Like the region of Deywr to the south, Bernaccia has its own group of Angles who have previously been settled in its territory as laeti, mercenaries hired to help protect the territory who are offered land in important locations.

The remains of the defensive bank at Roman Derventio (modern Malton) are shown here, which formed the main military post in the region of Deywr

In this case, the Angles are led by Ida. They take control of the kingdom, forcing Morgan Bulc out of what becomes Bernicia. To the south, the kingdom of Ebrauc is still strong enough to lay claims to Catraeth.

Morgan Bulc continues to claim the rule of Bernaccia from outside the kingdom, and fights on for many years. He appears to shift his power base to Guotodin, where he is mentioned as ruling after Gawain absents the kingdom.

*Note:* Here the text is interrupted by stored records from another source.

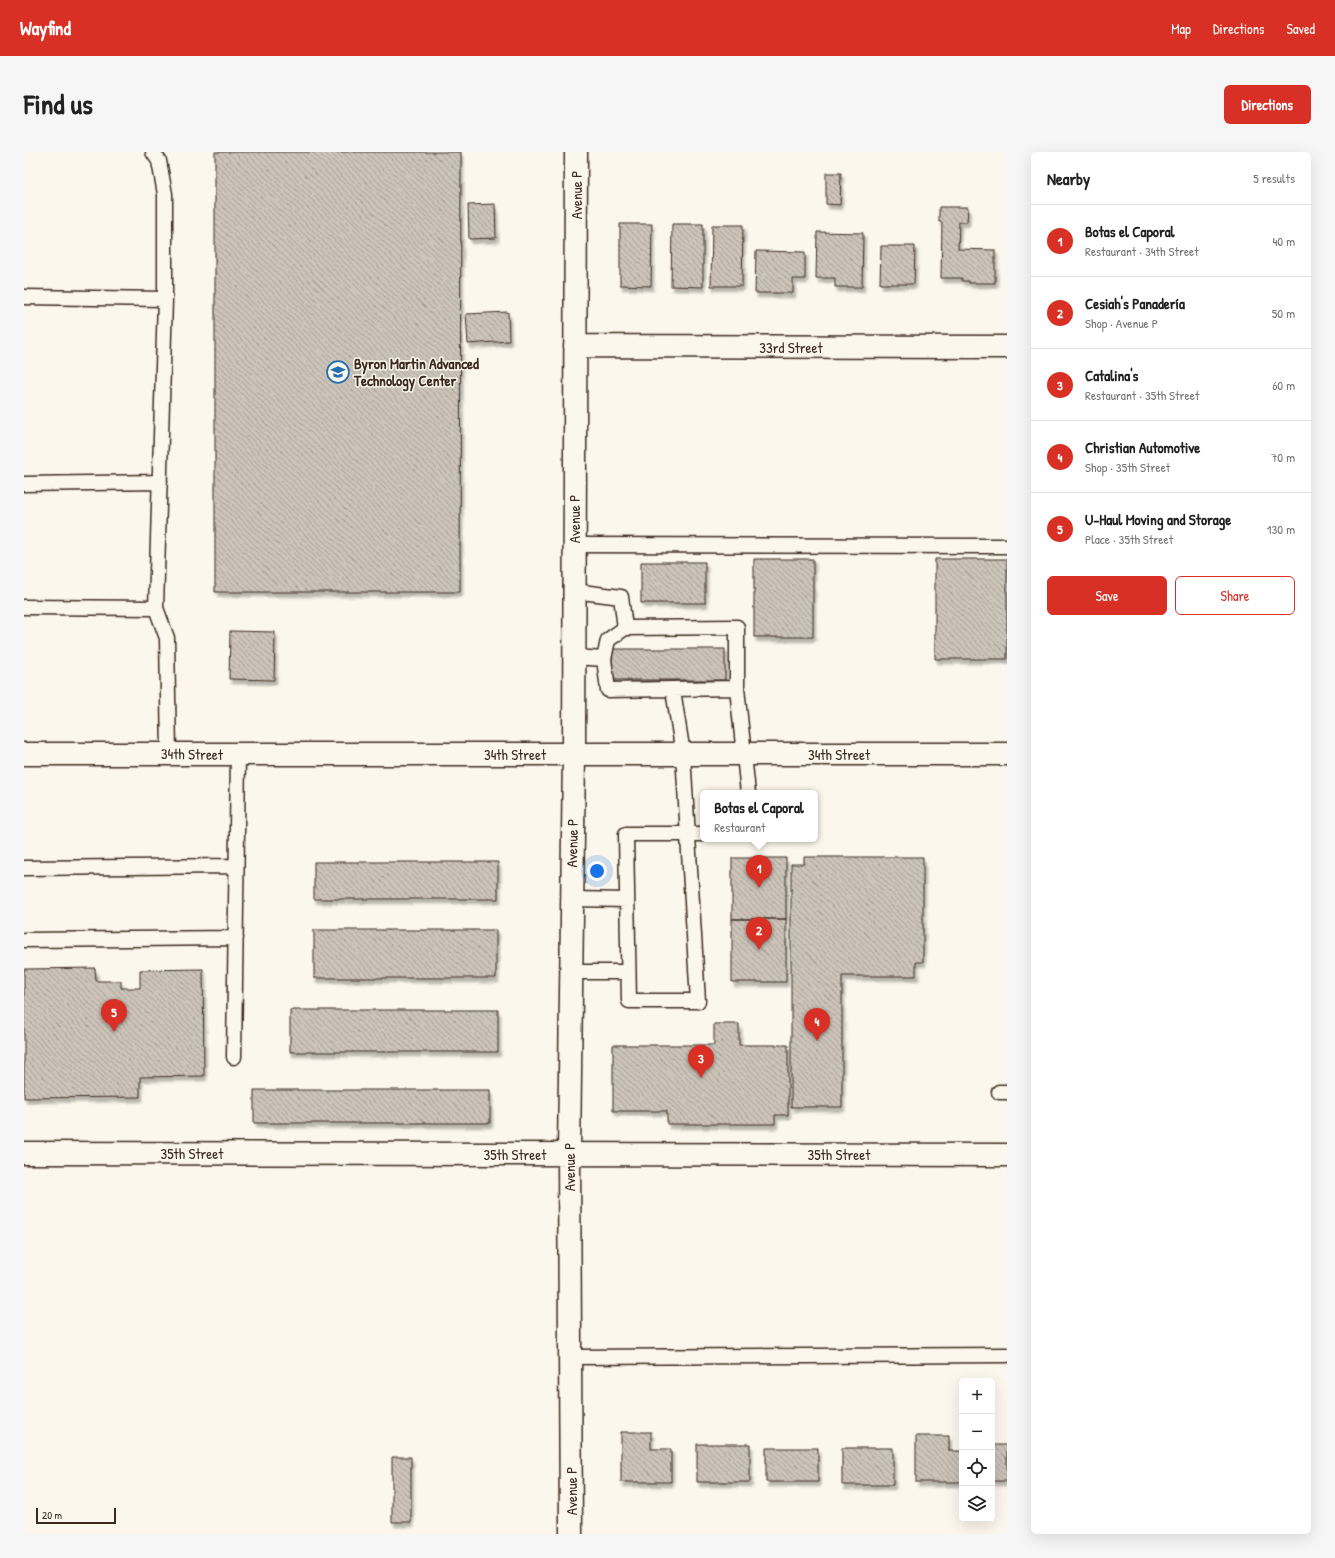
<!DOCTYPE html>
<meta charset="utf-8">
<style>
body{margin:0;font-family:"Patrick Hand",sans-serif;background:#f6f6f6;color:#222}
.controls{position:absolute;right:12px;bottom:12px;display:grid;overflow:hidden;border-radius:6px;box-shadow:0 4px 16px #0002}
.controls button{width:36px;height:36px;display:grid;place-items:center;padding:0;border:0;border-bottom:1px solid #e0e0e0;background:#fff;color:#222;font:20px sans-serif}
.scale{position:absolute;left:12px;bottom:10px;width:80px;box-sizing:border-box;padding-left:4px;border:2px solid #3b2a1e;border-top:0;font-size:11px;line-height:14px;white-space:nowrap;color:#3b2a1e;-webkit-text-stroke:3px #fbf7ec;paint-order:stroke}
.you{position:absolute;left:573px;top:719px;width:14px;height:14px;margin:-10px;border:3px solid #fff;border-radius:50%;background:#1a73e8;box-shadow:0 0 0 6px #1a73e833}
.badge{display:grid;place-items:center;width:26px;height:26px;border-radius:50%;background:#d93025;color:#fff;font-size:13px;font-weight:700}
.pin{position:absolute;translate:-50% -33px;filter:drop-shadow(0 1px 2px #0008)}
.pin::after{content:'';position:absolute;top:21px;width:14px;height:12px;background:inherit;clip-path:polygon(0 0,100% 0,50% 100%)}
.popup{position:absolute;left:676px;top:638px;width:118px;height:52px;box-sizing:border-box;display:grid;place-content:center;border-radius:6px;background:#fff;filter:drop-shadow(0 1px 3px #0005);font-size:13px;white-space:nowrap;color:#767676}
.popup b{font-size:15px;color:#222}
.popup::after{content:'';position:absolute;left:50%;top:100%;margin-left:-8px;border:8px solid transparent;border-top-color:#fff}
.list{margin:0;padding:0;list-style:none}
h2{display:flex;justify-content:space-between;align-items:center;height:52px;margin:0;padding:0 16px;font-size:17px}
h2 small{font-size:13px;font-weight:400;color:#767676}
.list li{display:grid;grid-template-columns:26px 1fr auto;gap:12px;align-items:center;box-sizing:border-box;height:72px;padding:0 16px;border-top:1px solid #e0e0e0}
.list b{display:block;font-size:15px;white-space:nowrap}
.list p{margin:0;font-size:13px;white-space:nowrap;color:#767676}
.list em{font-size:13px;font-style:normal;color:#767676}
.actions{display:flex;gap:8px;padding:12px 16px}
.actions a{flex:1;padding:9px 0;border:1px solid #d93025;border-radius:6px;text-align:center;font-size:14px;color:#d93025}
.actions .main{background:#d93025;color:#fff}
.icon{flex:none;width:22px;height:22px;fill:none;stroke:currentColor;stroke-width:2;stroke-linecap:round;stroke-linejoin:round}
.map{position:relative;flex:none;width:983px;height:1382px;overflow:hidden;border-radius:6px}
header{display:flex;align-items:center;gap:24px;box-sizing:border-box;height:56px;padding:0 20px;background:#d93025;color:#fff}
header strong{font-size:19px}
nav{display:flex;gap:22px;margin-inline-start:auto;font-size:14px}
.intro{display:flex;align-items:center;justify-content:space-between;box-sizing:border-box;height:96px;padding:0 24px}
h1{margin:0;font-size:28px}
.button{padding:10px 18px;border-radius:6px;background:#d93025;color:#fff;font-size:14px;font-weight:700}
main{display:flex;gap:24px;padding:0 24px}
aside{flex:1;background:#fff;border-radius:6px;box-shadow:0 4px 16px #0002}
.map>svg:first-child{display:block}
.building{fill:url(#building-back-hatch);stroke:#3b2a1e;filter:url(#shadow)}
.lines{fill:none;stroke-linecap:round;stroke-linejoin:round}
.lane-casing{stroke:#3b2a1e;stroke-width:17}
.street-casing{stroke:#3b2a1e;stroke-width:25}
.secondary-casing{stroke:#3b2a1e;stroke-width:25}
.lane{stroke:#fbf7ec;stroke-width:14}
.street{stroke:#fbf7ec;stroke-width:22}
.secondary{stroke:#fbf7ec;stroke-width:22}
.labels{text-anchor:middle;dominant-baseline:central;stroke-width:3;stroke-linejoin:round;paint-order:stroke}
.street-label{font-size:15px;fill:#3b2a1e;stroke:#fbf7ec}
.poi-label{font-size:15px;font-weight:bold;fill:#3b2a1e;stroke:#fbf7ec;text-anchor:start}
</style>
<header>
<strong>Wayfind</strong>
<nav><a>Map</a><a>Directions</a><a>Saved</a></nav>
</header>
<div class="intro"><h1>Find us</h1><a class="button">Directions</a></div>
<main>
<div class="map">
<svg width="983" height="1382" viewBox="0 0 983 1382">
<defs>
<pattern id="building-back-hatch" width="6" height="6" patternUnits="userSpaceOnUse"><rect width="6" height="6" fill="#ccc4b9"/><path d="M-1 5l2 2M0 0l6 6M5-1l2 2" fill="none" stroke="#a79f96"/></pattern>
<filter id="shadow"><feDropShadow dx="2.5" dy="4.5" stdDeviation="1" flood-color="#0004"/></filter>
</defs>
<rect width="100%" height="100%" fill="#fbf7ec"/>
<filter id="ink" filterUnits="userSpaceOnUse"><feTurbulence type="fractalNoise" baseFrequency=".025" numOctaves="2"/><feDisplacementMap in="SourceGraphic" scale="8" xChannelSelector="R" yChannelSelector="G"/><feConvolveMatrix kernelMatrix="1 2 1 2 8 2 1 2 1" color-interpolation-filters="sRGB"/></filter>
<g filter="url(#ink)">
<!-- building -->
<path class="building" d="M191,0H437L436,440H191Z
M802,21H817L816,53L802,52Z
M471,52L472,86L445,87L444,53Z
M915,55H944L943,70H935L934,97L971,98V131H945V129H938V126H917L918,70H915Z
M596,72H628L627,134L596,133Z
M648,72H679V135L647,134Z
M688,73H719L718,134H687Z
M793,80L839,81L838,135H811V126H792Z
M857,94H891L890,132H856Z
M732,99L781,100V127H769V141H731Z
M484,160L485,189L444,192L442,162Z
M730,407H789V485H730Z
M911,407H983V507H911Z
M617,410H681V451H617Z
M206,479L251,480L250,528L205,527Z
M588,497H701V528H588Z
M780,705H899V810H892V824H818V955H767V712H780Z
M708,706H762V767H708Z
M290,710H474V747H290Z
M708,767H762V830H708Z
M290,778H472V826H290Z
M71,816L72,829H97V836H116V818L179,817L180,924L116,925V945L0,946V817Z
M266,858H474V900H266Z
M690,872H715V893H764V963H751V972H643V959H589V893H690Z
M230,938H466V971H230Z
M597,1280H627V1297H647V1330H597Z
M892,1284H925V1299H938V1330H892Z
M673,1292H726V1330H673Z
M968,1293H983V1329H968Z
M742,1296H794V1330H742Z
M818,1296H869V1333H818Z
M368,1305H387V1370H368Z"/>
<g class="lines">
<!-- lane casing -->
<g class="lane-casing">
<path id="lane" d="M129,0L135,9L141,42V147L132,456L143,486L145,602
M0,145L141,147
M0,332L136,330
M550,393L983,394
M550,439L597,445L601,476L713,475V536L724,641
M0,455L132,456
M601,476L584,488L580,507L584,538L713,536
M550,505L580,507
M649,538L659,602L674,849H605L602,682H679
M0,716L212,714
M548,747L603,748
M0,788L212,786
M547,820H604
M210,905L214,603
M975,940H983
M546,1205L983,1203"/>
</g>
<!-- street casing -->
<g class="street-casing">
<path id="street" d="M551,194L983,195
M0,1001L983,1003
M547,1382L545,1002L550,602L552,0"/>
</g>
<!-- secondary casing -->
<g class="secondary-casing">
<path id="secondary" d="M0,602H983"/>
</g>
<!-- lane -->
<use href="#lane" class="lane"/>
<!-- street -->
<use href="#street" class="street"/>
<!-- secondary -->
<use href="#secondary" class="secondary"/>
</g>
</g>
<!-- icons -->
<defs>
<g id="university-ring" transform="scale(1.15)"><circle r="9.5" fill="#fbf7ec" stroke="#1f6fb2" stroke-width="1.5"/><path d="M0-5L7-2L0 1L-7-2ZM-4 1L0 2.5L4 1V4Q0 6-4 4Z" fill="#1f6fb2"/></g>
</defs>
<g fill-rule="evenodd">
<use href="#university-ring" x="314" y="220"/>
</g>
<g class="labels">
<!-- street labels -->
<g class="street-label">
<text transform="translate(552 43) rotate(-90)">Avenue P</text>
<text x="767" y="195">33rd Street</text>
<text transform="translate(550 367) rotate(-90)">Avenue P</text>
<text transform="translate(168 602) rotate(1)">34th Street</text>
<text x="491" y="602">34th Street</text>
<text x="815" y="602">34th Street</text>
<text transform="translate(548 691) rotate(-89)">Avenue P</text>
<text x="168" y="1001">35th Street</text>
<text x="491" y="1002">35th Street</text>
<text x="815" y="1002">35th Street</text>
<text transform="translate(545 1015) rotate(-90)">Avenue P</text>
<text transform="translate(547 1339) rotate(-90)">Avenue P</text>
</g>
<!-- poi labels -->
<g class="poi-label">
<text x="330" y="211">Byron Martin Advanced<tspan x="330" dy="17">Technology Center</tspan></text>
</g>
</g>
</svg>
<div class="controls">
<button>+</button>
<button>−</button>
<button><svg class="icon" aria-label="locate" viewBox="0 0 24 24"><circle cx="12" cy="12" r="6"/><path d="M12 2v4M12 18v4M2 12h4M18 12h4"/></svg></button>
<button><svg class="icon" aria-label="layers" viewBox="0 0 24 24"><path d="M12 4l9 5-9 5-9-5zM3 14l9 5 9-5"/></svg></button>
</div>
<div class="scale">20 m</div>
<div class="you"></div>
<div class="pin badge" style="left:735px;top:736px">1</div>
<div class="popup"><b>Botas el Caporal</b>Restaurant</div>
<div class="pin badge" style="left:735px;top:798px">2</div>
<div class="pin badge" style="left:677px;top:926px">3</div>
<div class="pin badge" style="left:793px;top:889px">4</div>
<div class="pin badge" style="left:90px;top:880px">5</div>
</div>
<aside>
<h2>Nearby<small>5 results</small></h2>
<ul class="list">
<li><span class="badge">1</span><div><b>Botas el Caporal</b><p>Restaurant · 34th Street</p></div><em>40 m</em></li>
<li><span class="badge">2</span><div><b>Cesiah's Panadería</b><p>Shop · Avenue P</p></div><em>50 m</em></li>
<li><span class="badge">3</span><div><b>Catalina's</b><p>Restaurant · 35th Street</p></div><em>60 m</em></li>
<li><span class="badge">4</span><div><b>Christian Automotive</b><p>Shop · 35th Street</p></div><em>70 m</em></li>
<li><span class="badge">5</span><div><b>U-Haul Moving and Storage</b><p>Place · 35th Street</p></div><em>130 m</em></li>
</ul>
<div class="actions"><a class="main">Save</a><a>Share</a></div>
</aside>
</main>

It is possible he also claims the title of High King. He is part of the 'Confederation of British Kings' in northern Britain which consists of Elmet, Alt Clut and North Rheged which, in 590, lays siege to Ynys Metcaut. He is also credited with arranging the assassination of Urien Rheged, and defeating his son, so fatally weakening that kingdom and the British cause in the north.